Yazılı belgelere göre, M.Ö. 3. bin yılın 2. yarısından itibaren tarih sahnesine çıkan, fakat arkeolojik buluntulara göre, Doğu Anadolu Neolitik ve Kalkolitik kültürlerinin de sahibi olan Hurriler, M.Ö. 2. bin yıl Ön Asya tarihinde de önemli roller oynamışlardır.

Gerçekten, yazılı kaynaklardan anlaşıldığı kadarıyla, özellikle M.Ö. 18. yüzyıldan itibaren birtakım Hurri memleketlerinden söz edilmektedir. Bunlardan birisi, asıl Hurri devletinin bulunduğu bölgedir ki, burası Van Gölü ‘nden itibaren Kızılırmak ve Yeşilırmak ‘ın Karadenize döküldüğü yerlere kadar uzanan ülkedir.

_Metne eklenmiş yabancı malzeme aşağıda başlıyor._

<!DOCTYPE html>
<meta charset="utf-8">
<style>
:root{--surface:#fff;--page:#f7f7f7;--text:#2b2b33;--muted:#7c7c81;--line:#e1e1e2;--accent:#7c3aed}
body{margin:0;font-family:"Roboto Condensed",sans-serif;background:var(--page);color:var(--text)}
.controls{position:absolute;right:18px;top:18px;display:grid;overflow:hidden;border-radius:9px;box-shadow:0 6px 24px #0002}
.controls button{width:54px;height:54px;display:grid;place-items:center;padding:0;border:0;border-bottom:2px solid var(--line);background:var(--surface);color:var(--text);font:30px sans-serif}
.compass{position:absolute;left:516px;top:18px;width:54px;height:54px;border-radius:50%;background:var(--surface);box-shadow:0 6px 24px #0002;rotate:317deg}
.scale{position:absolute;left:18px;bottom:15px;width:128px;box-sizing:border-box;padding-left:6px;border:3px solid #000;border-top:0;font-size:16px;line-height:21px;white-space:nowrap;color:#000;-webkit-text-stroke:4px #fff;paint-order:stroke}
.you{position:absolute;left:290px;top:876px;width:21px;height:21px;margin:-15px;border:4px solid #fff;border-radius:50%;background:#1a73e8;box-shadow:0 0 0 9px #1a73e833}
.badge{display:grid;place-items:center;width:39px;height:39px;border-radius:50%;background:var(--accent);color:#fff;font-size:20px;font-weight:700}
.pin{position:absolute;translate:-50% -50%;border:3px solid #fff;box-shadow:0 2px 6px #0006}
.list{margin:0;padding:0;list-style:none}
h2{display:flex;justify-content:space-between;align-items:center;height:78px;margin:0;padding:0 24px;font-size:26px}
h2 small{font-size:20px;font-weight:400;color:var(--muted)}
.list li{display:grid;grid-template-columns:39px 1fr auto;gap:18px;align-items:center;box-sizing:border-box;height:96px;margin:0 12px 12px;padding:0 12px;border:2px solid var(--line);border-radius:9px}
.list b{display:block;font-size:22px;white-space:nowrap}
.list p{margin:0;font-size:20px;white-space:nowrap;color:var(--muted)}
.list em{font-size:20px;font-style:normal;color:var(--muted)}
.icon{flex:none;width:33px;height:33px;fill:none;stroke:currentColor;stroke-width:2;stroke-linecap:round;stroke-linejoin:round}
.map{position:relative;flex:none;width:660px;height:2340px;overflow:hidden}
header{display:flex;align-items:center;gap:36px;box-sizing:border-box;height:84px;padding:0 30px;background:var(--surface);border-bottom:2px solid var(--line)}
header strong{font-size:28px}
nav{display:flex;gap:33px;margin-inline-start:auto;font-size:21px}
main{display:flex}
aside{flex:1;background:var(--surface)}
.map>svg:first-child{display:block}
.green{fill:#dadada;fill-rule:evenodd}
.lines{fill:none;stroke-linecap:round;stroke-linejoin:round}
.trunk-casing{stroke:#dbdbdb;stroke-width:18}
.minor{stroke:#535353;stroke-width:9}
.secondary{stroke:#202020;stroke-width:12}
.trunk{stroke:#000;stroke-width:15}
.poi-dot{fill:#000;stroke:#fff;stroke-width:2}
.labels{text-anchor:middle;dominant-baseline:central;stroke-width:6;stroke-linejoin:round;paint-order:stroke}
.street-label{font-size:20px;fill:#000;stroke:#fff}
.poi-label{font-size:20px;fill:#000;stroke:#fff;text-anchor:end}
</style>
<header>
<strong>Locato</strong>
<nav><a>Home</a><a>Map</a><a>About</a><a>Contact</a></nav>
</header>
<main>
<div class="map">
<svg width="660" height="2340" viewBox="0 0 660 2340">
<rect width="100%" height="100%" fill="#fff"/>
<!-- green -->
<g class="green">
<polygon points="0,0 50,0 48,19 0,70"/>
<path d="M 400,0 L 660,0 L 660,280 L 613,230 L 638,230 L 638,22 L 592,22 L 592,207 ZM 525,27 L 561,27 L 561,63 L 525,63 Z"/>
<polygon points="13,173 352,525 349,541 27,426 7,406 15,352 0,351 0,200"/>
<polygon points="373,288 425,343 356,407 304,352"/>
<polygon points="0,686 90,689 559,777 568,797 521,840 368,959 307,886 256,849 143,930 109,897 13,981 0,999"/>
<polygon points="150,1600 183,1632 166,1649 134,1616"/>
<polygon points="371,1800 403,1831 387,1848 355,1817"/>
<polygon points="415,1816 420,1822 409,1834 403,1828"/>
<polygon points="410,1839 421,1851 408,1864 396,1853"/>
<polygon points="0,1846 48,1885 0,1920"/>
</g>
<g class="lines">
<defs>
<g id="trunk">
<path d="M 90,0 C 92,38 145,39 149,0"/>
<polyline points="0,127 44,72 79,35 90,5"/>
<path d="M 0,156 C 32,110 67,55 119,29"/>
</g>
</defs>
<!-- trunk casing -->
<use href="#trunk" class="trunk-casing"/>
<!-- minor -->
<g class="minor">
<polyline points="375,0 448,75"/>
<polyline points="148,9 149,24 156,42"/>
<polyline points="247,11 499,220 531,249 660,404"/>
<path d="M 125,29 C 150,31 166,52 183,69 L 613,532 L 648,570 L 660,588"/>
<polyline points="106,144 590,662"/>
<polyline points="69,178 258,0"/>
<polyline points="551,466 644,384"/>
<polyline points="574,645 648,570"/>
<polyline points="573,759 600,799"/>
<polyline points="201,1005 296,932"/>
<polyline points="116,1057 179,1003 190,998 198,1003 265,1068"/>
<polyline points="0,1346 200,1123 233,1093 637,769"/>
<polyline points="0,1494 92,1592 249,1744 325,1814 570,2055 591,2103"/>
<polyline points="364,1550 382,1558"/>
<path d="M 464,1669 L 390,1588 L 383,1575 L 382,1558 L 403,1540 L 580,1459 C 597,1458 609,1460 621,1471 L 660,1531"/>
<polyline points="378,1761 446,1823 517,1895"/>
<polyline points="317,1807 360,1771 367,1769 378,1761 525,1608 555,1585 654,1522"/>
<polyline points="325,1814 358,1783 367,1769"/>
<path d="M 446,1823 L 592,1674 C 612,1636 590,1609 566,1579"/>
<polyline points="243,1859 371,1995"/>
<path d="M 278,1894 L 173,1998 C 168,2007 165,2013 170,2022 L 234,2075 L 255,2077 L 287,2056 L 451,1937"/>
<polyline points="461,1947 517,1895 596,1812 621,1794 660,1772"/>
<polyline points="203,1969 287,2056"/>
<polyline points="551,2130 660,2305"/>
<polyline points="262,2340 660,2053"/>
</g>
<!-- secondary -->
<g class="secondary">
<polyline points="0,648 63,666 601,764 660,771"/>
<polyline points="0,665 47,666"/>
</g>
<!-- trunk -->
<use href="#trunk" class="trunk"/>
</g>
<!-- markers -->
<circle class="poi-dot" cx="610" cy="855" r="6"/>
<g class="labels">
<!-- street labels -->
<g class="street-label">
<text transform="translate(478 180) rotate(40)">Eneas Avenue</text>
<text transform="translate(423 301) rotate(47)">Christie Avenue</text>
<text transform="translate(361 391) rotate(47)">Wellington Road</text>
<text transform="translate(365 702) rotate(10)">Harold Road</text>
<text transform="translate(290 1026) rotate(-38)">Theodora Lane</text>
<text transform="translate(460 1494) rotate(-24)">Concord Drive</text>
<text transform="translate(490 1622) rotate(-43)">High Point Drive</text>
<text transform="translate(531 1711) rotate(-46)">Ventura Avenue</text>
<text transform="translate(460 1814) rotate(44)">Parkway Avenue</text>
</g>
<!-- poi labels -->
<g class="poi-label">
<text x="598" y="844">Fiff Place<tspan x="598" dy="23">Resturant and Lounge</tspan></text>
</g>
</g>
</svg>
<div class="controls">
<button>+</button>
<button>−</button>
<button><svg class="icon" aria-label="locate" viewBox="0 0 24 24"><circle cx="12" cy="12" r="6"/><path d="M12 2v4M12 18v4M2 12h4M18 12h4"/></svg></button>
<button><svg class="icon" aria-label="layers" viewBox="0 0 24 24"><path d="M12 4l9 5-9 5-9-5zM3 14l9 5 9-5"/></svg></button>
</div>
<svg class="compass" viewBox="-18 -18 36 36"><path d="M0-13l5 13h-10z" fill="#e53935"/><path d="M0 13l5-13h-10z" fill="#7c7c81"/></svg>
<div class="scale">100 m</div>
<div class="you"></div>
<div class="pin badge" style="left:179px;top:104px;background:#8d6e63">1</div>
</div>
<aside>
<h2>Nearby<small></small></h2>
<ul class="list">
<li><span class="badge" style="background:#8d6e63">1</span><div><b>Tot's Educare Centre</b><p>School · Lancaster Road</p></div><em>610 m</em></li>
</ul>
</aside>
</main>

Geniş manada Hurri ülkeleri sahası; kuzeyde Kafkaslardan güneyde Suriye ve Yukarı Mezopotamyaya, batıda Toroslardan doğuda Zağros dağlarının ötesindeki Urmiye Gölüne kadar uzanıyordu. Burası öyle bir sahadır ki, sözü edilen devirde, arkeolojinin tespitine göre, Sümer ve Babil kültürü dışında tamamıyla yeni ve homojen bir yapı arz etmektedir. Ancak bu dağlık sahalarda henüz yeterli derecelerde araştırmalar yapılmamış olduğundan, yazılı belgeler çok azdır. Bununla beraber, M.Ö. 2. bin yılın ilk yarısında Hurrilerin merkezi bölgesinin Van Gölü sahası olduğu anlaşılmaktadır.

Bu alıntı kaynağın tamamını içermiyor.